Et le second est Kuru. Plus proche temporellement du récit principal, son patronyme va servir à désigner la lice sacrée où les conflits internes au royaume sont censés se régler par les armes, le fameux Kurukshetra (champ de bataille des Kurus) dont il sera question tout particulièrement dans la Bhagavad Gîtâ. Par ailleurs, dans la mesure où la branche ainée de la lignée est celle qui hérite légitimement de la charge royale, cette branche sera désignée dans la suite du récit par le terme de Kauravas (descendants de Kuru). Quant aux Pândavas, qui représentent la branche cadette (et bientôt rivale) de la lignée, nous comprendrons d’où elle tire son nom dans le prochain épisode…

 

Du rififi dans les cieux : Gangâ et Shântanu

À en croire le récit, tout alla pour le mieux pendant un nombre considérable de générations au sein de la dynastie des Bhârata (l’âge d’or de l’humanité en quelque sorte) jusqu’à ce qu’une première série d’incidents contraires au dharma se produise concernant le roi Shântanu. Et c'est donc à partir de ce roi que le récit va véritablement commencer.

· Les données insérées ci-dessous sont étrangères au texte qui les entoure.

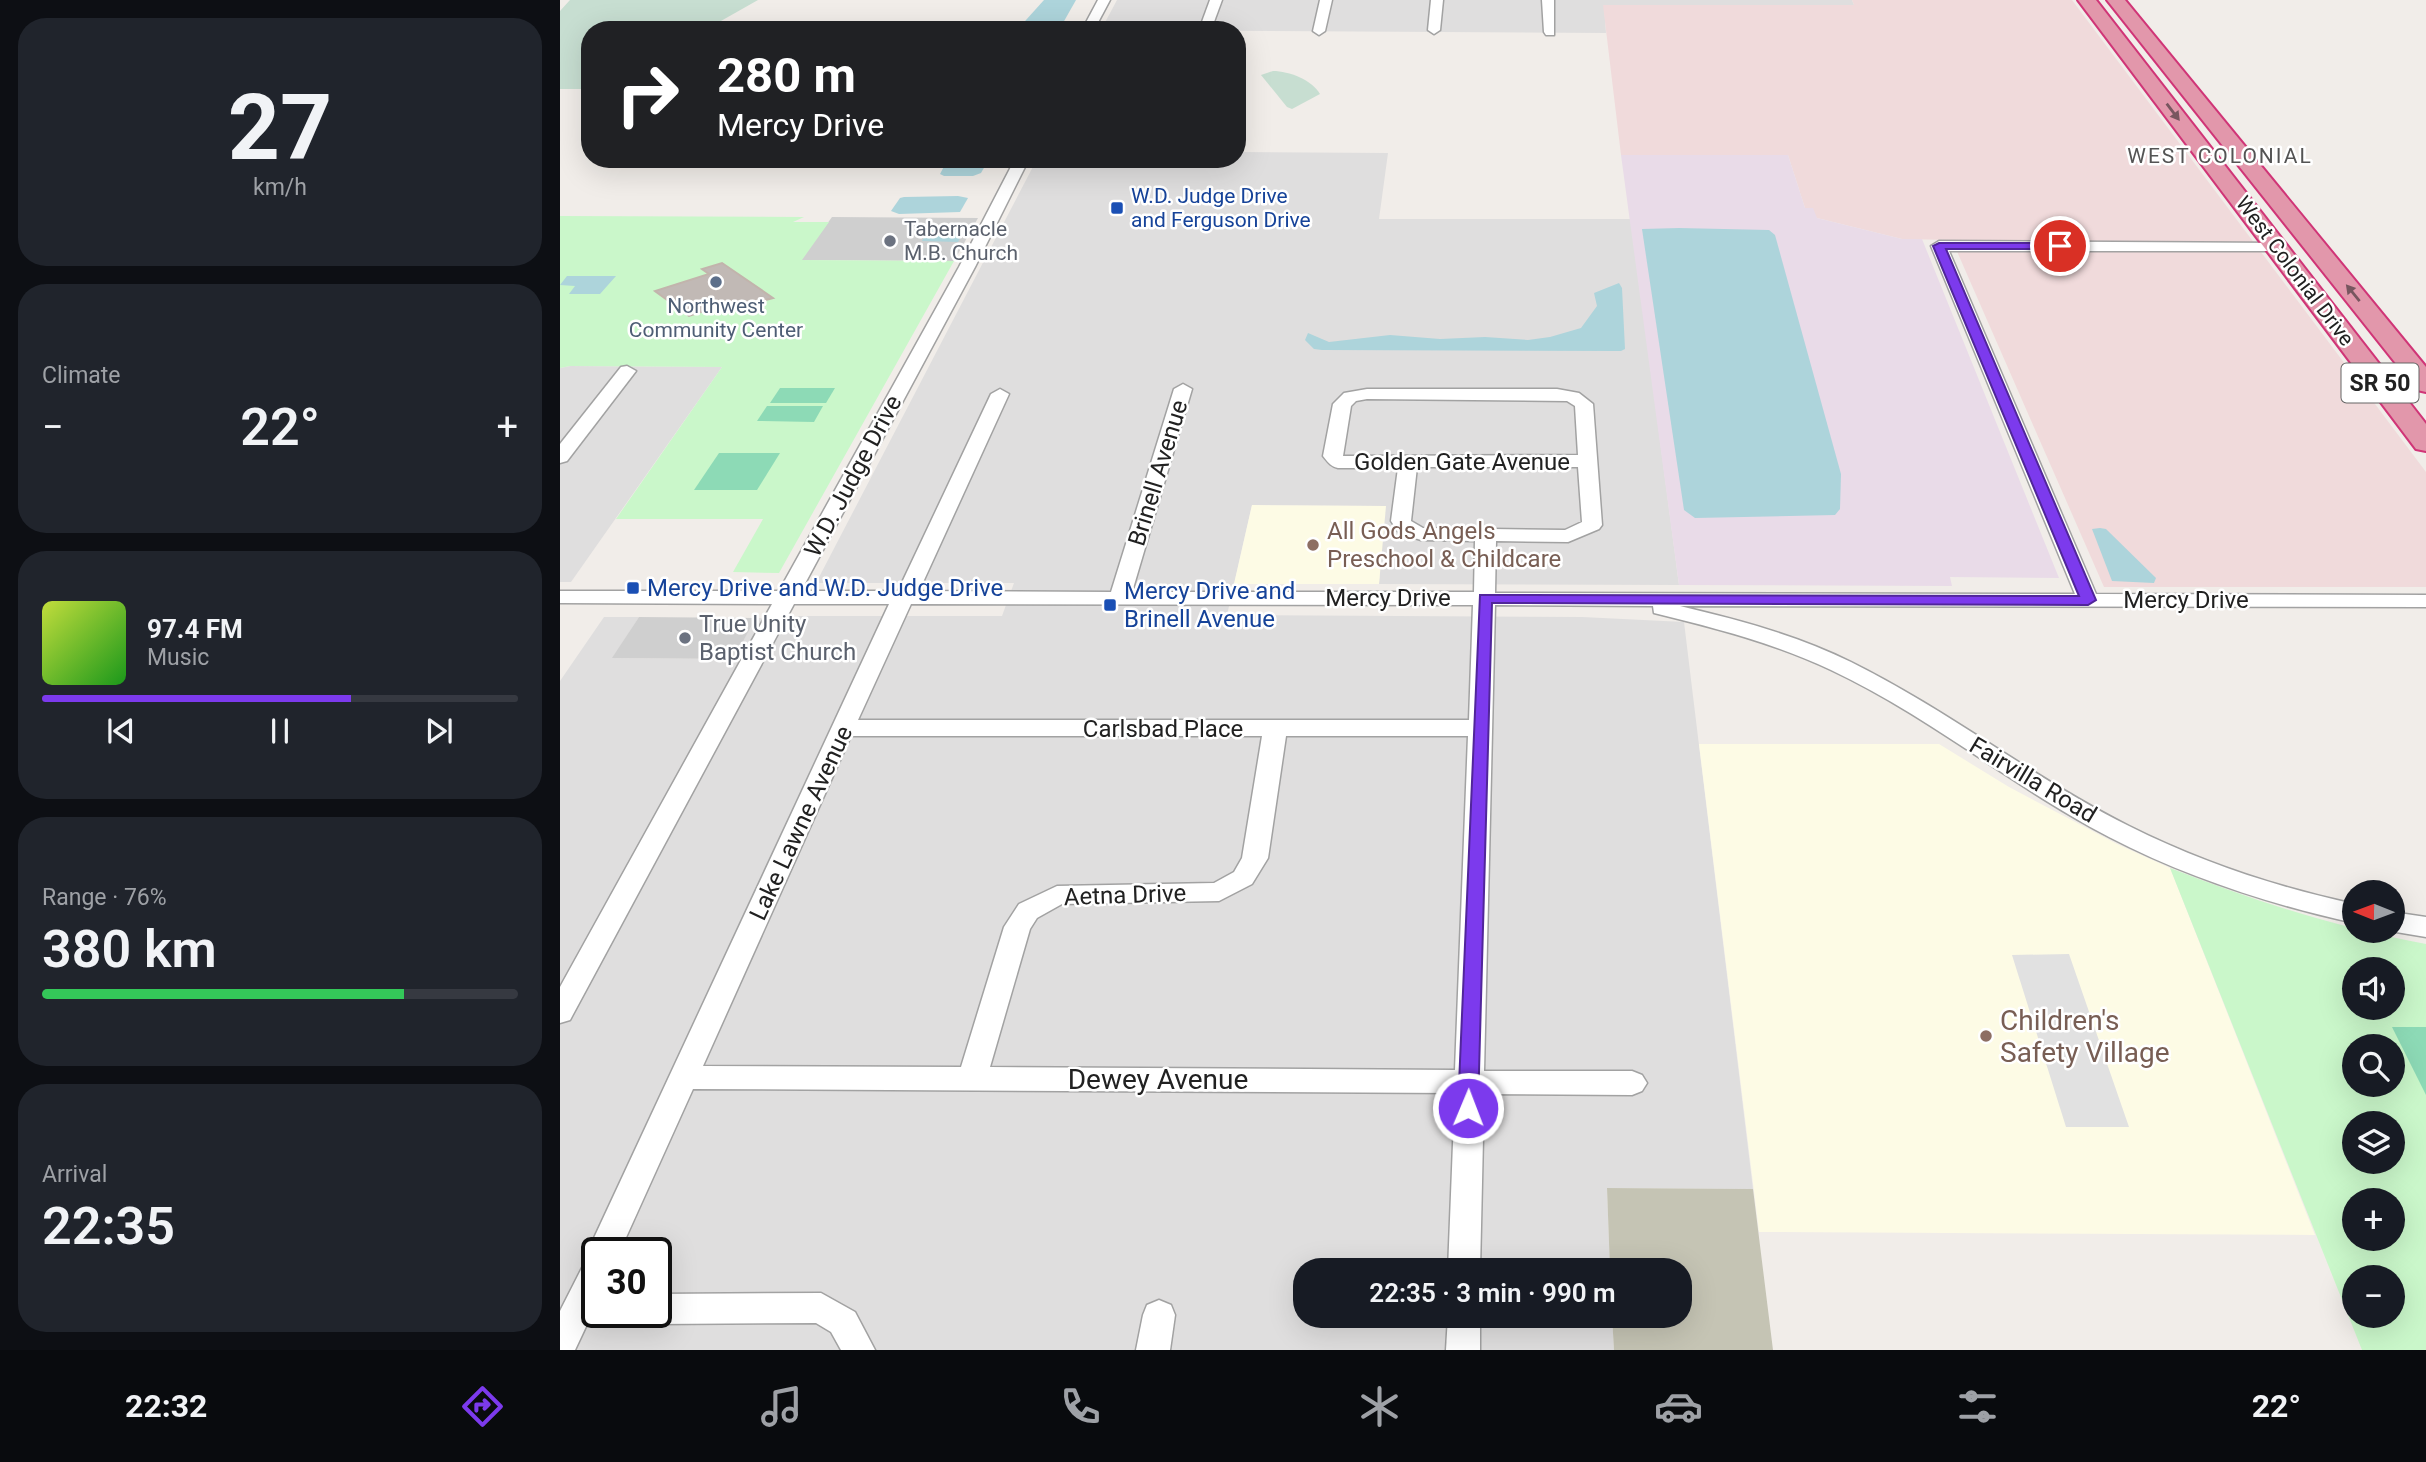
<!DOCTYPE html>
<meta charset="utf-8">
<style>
body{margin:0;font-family:Roboto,sans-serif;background:#20242c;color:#f1f3f6;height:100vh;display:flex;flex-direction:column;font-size:26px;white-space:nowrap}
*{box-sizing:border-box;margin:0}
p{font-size:23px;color:#9ea1a6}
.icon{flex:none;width:38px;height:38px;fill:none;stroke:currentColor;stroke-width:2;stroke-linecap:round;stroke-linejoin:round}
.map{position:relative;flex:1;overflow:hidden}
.side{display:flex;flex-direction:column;gap:18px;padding:18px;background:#0d0f14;width:560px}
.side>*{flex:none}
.hud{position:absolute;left:21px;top:21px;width:665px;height:147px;border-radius:28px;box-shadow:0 7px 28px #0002;background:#202124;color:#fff;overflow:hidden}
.needle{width:46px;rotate:271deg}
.fabs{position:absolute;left:1782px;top:880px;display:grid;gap:14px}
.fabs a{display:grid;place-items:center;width:63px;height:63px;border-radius:50%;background:#171b24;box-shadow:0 7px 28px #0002;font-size:35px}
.speed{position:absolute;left:21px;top:1237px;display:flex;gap:14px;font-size:35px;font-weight:700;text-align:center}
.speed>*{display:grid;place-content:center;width:91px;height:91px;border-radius:50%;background:#171b24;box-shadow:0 7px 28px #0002;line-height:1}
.speed .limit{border:4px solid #111;border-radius:10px;background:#fff;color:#111}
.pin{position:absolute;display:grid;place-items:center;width:60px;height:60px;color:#fff;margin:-30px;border:4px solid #fff;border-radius:50%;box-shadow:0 2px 7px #0007}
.me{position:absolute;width:77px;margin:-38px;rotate:1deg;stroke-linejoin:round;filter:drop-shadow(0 0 5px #0008)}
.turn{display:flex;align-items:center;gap:24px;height:147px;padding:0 21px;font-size:32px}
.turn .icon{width:91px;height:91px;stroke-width:2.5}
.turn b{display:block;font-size:49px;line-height:60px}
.big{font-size:52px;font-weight:600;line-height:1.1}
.side .widget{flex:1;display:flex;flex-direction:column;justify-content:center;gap:10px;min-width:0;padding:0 24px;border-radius:28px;background:#20242c}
.side .dial{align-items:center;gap:0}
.dial b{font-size:91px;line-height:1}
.song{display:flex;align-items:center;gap:21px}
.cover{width:84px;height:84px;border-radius:10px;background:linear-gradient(135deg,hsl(70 70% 55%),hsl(120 70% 35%))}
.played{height:7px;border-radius:4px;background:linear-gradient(90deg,#7c3aed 65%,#363941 65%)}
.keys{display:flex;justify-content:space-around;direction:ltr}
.heat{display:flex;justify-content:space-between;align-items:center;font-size:38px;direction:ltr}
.charge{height:10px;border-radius:5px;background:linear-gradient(90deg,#34c759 76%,#363941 0)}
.trip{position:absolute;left:733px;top:1258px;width:399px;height:70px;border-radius:28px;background:#171b24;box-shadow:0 7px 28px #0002;font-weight:600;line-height:70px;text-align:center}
.menu{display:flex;height:112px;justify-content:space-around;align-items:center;background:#090b0e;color:#9ea1a6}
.menu .icon{width:49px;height:49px}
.menu .active{color:#7c3aed}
.menu b{font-size:32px;color:#f1f3f6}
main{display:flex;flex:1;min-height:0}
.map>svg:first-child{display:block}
.residential{fill:#dfdede;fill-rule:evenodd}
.commercial{fill:#f0dadb}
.industrial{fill:#e9dbe8}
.education{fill:#fdfbe5}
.religious{fill:#cfcfcf}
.construction{fill:#c5c4b4}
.wetland{fill:#c7ded1}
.park{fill:#caf7ca;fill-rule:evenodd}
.pitch{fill:#8ddab6}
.parking{fill:#e1e1e1}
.water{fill:#add4db}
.building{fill:#c1b9b5;stroke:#c2b4ac;stroke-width:2}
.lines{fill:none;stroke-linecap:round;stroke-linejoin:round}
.minor-casing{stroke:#a2a2a2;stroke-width:3}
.highway-casing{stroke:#d03577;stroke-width:4}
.minor{fill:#fff;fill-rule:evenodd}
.highway{fill:#e297ab;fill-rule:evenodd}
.oneway{fill:#78565f}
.route{fill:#7c3aed;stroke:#51269a;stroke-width:2}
.transit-dot{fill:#1a4fb4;stroke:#fff;stroke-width:2.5}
.worship-dot{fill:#6b7280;stroke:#fff;stroke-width:2.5}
.service-dot{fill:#5c6f8a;stroke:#fff;stroke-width:2.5}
.education-dot{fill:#8d6e63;stroke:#fff;stroke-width:2.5}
.labels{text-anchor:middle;stroke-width:5;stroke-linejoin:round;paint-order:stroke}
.far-neighbourhood-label{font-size:21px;letter-spacing:2px;fill:#545454;stroke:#fff}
.far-transit-label{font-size:21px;fill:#164399;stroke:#fff;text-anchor:start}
.far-worship-label{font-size:21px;fill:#5b616d;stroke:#fff;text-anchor:start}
.far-street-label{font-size:21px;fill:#212121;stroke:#fff}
.far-service-label{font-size:21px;fill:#4e5e75;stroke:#fff}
.shield{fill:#fff;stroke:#646464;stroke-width:2}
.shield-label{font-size:23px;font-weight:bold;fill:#212121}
.street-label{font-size:24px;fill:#212121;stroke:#fff}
.education-label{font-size:24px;fill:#785e54;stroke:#fff;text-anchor:start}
.transit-label{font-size:24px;fill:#164399;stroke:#fff;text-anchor:start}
.worship-label{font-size:24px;fill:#5b616d;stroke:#fff;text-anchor:start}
.near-education-label{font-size:28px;fill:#785e54;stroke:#fff;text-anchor:start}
.near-street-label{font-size:28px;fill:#212121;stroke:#fff}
</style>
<main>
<section class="side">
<div class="widget dial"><b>27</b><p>km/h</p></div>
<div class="widget"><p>Climate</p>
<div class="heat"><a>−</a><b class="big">22°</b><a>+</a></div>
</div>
<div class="widget">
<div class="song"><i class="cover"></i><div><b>97.4 FM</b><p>Music</p></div></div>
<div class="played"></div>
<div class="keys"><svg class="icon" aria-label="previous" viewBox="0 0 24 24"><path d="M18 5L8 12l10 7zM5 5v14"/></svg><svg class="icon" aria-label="pause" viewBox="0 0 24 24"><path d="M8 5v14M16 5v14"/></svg><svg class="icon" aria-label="next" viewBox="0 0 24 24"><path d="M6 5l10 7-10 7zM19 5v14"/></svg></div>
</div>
<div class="widget"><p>Range · 76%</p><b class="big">380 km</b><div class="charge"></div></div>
<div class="widget"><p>Arrival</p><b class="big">22:35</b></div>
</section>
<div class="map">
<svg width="1866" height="1350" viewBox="0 0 1866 1350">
<rect width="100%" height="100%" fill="#f1ede9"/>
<g class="residential">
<polygon points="557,0 1292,0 1294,5 1044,5 1046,33 541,30"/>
<path d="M677,152L828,153L819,219H1071L1119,585L819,584L825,506L692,505L667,615L1022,617L1124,622L1193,1189L1047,1188L1050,1270H746V1316H1052L1054,1350H0V681L44,617H79L53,658L172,659L196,618H215L217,616H442L454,583H256L477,159H677ZM37,1253H96V1312H37Z"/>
<polygon points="10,366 162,367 11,582 0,582 0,368"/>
</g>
<polygon class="commercial" points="1292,0 1512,0 1866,472 1866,587 1544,587 1392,240 1342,239 1257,218 1245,208 1228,155 1061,155 1043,5 1294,5"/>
<polygon class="industrial" points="1061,155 1228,155 1245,208 1253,208 1257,218 1342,239 1362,239 1499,578 1390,577 1392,586 1119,585"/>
<g class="education">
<polygon points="692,505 826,506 819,584 674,584"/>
<polygon points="1139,744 1379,744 1449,787 1557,844 1610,868 1755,1235 1199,1232"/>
</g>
<g class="religious">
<polygon points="272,217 418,218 394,261 241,260"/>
<polygon points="79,617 196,618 173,659 52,658"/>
</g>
<polygon class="construction" points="1047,1188 1193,1189 1213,1350 1054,1350 1052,1316 1120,1316 1120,1270 1050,1270"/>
<g class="wetland">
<polygon points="10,0 198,0 145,30 30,30 30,89 0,89 0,11"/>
<path d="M713,71C729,71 752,80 760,94L732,109L727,107L701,75Z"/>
</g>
<g class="park">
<polygon points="0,216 244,217 233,222 269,222 242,260 394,261 219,573 173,572 203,519 56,519 162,367 10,366 0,368"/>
<path d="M1610,868C1695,901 1778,928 1866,944V1350H1802ZM1794,970H1832V1008H1794ZM1794,1046H1832V1085H1794ZM1794,1124H1832V1162H1794ZM1794,1200H1832V1239H1794ZM1794,1278H1832V1316H1794Z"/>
</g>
<g class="pitch">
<polygon points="220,388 275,388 266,403 210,403"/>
<polygon points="207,406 263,406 254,422 197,421"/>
<polygon points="159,453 220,453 197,490 134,490"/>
<polygon points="1832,1027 1866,1027 1866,1095"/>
</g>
<polygon class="parking" points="1509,954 1569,1127 1506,1127 1452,955"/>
<g class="water">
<polygon points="484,0 516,0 499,30 457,30"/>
<polygon points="241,25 434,26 438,28 227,30"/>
<polygon points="388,159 429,159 421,173 413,176 384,176 380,174"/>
<polygon points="398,196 408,198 400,212 339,214 331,211 340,198 344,197"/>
<polygon points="370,228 406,228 398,242 362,241"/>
<polygon points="1119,228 1209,230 1215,235 1281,474 1280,509 1275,515 1135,518 1124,510 1082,229"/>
<polygon points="7,276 56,276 40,294 9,294 15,286 0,285"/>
<polygon points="1059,283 1062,288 1065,349 1061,351 762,350 754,349 745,340 748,333 769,342 830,335 880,339 925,337 968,340 990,337 1021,328 1037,306 1034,293"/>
<polygon points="1540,528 1546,529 1596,578 1594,583 1552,581 1532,529"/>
</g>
<polygon class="building" points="162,263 213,298 171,309 165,304 129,316 95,291 149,274 142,269"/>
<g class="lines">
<defs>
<g id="minor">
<polygon points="538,0 550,0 534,30 522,30"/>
<polygon points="650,0 662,0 651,30 639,30"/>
<polygon points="760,0 772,0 765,31 759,35 753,31"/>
<polygon points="871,0 883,0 880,30 874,34 868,30"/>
<polygon points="982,0 994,0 994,35 986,35 984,32"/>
<path d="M455,159H469L415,267L241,591H338L431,394L440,389L449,394L359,591L551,592L614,389L623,384L632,389L572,592H914L915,541L861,540L839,533L831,521L838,468H778C770,466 768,462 763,456L773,404L784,393L807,389H997L1019,393L1033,404L1042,525L1039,529L1008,542L936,541L935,593L1515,594L1371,246L1379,241L1721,243L1723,246L1715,251H1389L1536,594L1866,595V607L1120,606C1179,620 1236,635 1291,662C1388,710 1473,778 1569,826C1641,862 1716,887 1794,904V923C1709,904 1626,877 1549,837C1453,787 1369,716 1271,670C1214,643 1155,628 1094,613L1093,606L935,605L924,1071H1072L1082,1075L1087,1083L1082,1091L1072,1095L924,1094L920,1270H888L895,1093L133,1089L59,1253H37V1303L15,1350H0V1311L28,1256L27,1253L329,604H234L10,1020L0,1023V987L212,604L0,603V591H219L399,267ZM807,399L1007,401L1015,406L1018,455L783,456L791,406L796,401ZM857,467H1018L1022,522L1005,530L863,528L851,521ZM351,604L913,605L909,720H298ZM291,736H702L682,858L674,872L654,883L497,886L459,904L444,927L401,1067L143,1066ZM726,736H908L895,1070L430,1067L470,929L477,918L502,904L659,901L692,884L708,858Z"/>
<polygon points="67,366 76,371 7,461 0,463 0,444 61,367"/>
<polygon points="1832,912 1866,917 1866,937 1830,931 1832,931"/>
<polygon points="261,1293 295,1312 315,1350 281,1350 271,1332 256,1323 96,1324 84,1319 81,1312 96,1312 96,1294"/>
<polygon points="599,1300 611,1305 615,1315 610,1350 576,1350 583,1315 587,1305"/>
<polygon points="888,1316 920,1316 920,1350 886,1350"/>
</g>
<g id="highway">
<polygon points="1518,0 1536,0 1866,424 1866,451 1856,449"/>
<polygon points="1547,0 1565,0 1866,367 1866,392 1857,390"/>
</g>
</defs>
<use href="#minor" class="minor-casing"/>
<use href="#highway" class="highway-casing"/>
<use href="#minor" class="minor"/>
<use href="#highway" class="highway"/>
</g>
<defs><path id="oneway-solid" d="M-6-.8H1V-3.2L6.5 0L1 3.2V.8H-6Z" transform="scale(1.75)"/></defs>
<g class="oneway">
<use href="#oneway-solid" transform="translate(1613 112) rotate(53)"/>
<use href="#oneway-solid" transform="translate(1793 293) rotate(-129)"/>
</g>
<polygon class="route" points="1379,243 1500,243 1506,246 1500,249 1386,249 1536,600 1528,605 932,603 918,1108 915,1114 908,1116 901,1114 898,1108 920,595 1519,596 1373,246"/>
<g class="transit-dot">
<rect x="550" y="201" width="14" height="14" rx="3.5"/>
<rect x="66" y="581" width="14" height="14" rx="3.5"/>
<rect x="543" y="598" width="14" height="14" rx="3.5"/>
</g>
<g class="worship-dot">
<circle cx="330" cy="241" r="7"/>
<circle cx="125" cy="638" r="7"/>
</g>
<circle class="service-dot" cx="156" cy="282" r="7"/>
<g class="education-dot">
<circle cx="753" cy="545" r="7"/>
<circle cx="1426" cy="1036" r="7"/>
</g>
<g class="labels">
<g class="far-neighbourhood-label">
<text x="1660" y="163">WEST COLONIAL</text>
</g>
<g class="far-transit-label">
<text x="571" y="203">W.D. Judge Drive<tspan x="571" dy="24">and Ferguson Drive</tspan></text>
</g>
<g class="far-worship-label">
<text x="344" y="236">Tabernacle<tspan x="344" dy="24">M.B. Church</tspan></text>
</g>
<g class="far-street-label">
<text transform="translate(1735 271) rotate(53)" y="7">West Colonial Drive</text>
</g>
<g class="far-service-label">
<text x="156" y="313">Northwest<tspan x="156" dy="24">Community Center</tspan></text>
</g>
<rect class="shield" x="1781.5" y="363.5" width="77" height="39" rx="5"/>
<g class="shield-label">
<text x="1820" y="391">SR 50</text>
</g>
<g class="street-label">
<text x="902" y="470">Golden Gate Avenue</text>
<text transform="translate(598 473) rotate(-73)" y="8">Brinell Avenue</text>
<text transform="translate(293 476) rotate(-62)" y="8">W.D. Judge Drive</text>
<text x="828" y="606">Mercy Drive</text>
<text x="1626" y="608">Mercy Drive</text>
<text x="603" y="737">Carlsbad Place</text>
<text transform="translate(1473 780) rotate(31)" y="8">Fairvilla Road</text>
<text transform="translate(241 823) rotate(-65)" y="8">Lake Lawne Avenue</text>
<text transform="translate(565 895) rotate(-2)" y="8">Aetna Drive</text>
</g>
<g class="education-label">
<text x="767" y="539">All Gods Angels<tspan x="767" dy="28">Preschool &amp; Childcare</tspan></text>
</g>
<g class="transit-label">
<text x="87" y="596">Mercy Drive and W.D. Judge Drive</text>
<text x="564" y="599">Mercy Drive and<tspan x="564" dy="28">Brinell Avenue</tspan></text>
</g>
<g class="worship-label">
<text x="139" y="632">True Unity<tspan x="139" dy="28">Baptist Church</tspan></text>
</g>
<g class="near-education-label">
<text x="1440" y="1030">Children's<tspan x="1440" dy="32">Safety Village</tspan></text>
</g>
<g class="near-street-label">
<text x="598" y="1089">Dewey Avenue</text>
</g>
</g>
</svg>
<div class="fabs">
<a><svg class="needle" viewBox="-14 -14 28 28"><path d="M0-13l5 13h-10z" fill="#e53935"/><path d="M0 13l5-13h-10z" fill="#9ea1a6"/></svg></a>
<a><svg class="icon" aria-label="sound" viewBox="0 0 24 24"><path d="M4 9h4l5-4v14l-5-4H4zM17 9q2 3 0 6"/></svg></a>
<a><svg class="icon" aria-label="search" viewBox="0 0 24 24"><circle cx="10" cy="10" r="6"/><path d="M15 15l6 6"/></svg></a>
<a><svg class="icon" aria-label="layers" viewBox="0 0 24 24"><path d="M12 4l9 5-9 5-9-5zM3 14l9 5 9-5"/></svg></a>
<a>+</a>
<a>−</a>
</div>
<div class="speed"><div class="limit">30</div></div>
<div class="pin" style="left:1500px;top:246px;background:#d93025"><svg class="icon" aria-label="arrive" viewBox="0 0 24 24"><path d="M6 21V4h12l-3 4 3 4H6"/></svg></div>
<svg class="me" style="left:908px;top:1108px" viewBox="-20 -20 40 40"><circle r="17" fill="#7c3aed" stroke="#fff" stroke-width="3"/><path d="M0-11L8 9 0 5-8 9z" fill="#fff"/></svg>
<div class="trip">22:35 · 3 min · 990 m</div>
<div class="hud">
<div class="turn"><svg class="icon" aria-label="right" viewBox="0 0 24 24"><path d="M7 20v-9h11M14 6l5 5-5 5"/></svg><div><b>280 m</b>Mercy Drive</div></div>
</div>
</div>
</main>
<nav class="menu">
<b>22:32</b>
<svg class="icon active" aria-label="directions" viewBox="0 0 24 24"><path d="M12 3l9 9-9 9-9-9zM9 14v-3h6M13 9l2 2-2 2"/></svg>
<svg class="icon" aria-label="music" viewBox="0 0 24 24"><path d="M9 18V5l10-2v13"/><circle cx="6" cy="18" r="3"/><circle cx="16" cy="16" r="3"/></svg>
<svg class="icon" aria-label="phone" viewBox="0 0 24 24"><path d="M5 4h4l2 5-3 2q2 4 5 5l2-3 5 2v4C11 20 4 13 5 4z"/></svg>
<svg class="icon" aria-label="climate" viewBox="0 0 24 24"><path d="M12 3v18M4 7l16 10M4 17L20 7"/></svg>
<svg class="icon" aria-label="car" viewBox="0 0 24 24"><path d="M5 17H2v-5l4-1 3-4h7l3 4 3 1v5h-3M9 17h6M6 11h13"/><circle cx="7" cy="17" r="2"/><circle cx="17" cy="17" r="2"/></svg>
<svg class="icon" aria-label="filters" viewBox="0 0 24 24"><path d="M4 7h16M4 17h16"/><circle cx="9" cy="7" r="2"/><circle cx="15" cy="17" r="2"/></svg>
<b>22°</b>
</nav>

Faute de temps, Laura a simplifié à l'extrême l'étrange histoire de Shântanu et de sa première épouse Gangâ. Je la développe donc ici un peu.
 Sachez ainsi que Gangâ et Shântanu sont en réalité des créatures célestes qui vivaient autrefois à la cour du roi Indra. Or un jour ils sont tombés amoureux l’un de l’autre et, emportés par leur passion naissante, ils se sont laissé aller à afficher publiquement leur attirance sexuelle. Pour les « corriger » de ce faux pas indigne de créatures célestes, Brahmâ les a donc contraints à une incarnation terrestre. Car ainsi ils vont pouvoir donner libre cours à leur passion charnelle et expérimenter plus complètement ses limites. Dans ce processus, Shântanu a perdu la conscience de son état antérieur, alors que Gangâ en a conservé la mémoire. Incarnée d'abord sous la forme d'un fleuve majestueux (Ganga = le Gange), elle se sait être une divinité en exil et a le pouvoir de prendre forme humaine à volonté. Par ailleurs, du temps où elle vivait dans le monde céleste, elle était en bons termes avec les huit assistants principaux d'Indra qu’on appelle les Vasus. Or il se trouve qu’un jour ces dévas offensèrent gravement un yogi (humain) très puissant. À l’aide de ses pouvoirs, celui-ci leur jeta une malédiction : pour expier leur faute, ils allaient eux aussi devoir s’incarner et connaitre les affres de la condition humaine ! Apprenant que Gangâ s’apprêtait à subir le même sort, les Vasus lui demandèrent d'accepter d'être leur mère terrestre. Leur requête était qu’elle les fasse passer de vie à trépas dès leur naissance, de façon à ce que la punition de l'incarnation humaine leur soit la plus brève possible. Par pitié pour ses compagnons d’infortune, Gangâ accepta, d’autant que de son côté, pour pouvoir réintégrer le monde céleste, elle devait sur terre retrouver son ancien amant, se faire aimer de lui, puis lui briser le cœur de façon à l’amener à se fâcher contre elle ! Elle imagina donc un plan combinant à la fois son intérêt et celui des Vasus. Une fois sur terre, elle amadoua le père de Shantanu de façon à ce qu’il accepte de lui donner son fils comme époux. La suite de l’histoire, vous la connaissez, mais elle va probablement prendre davantage de relief à présent :

- Si Gangâ noie ses sept premiers enfants, c’est pour rendre service aux Vasus ses compagnons d’infortune sur terre.
- Si elle ne dit rien de ses motivations à son mari (alors que selon le texte, ils s’adorent et ont une vie amoureuse et sexuelle particulièrement intense), c’est parce qu’il lui faut trouver un moyen de déclencher une colère contre elle pour pouvoir réintégrer le monde paradisiaque d’où elle a été exilée.
- Quant au fait que le huitième Vasu va être sauvé par son père, c’est aussi lié à ce qui s’est passé antérieurement dans le monde céleste. C’est ce déva en particulier qui est responsable de l’offense initialement faite au yogi. C’est donc à lui de « payer » le plus lourd tribut, ce qu’il va faire en étant affligé d’une très longue durée de vie terrestre !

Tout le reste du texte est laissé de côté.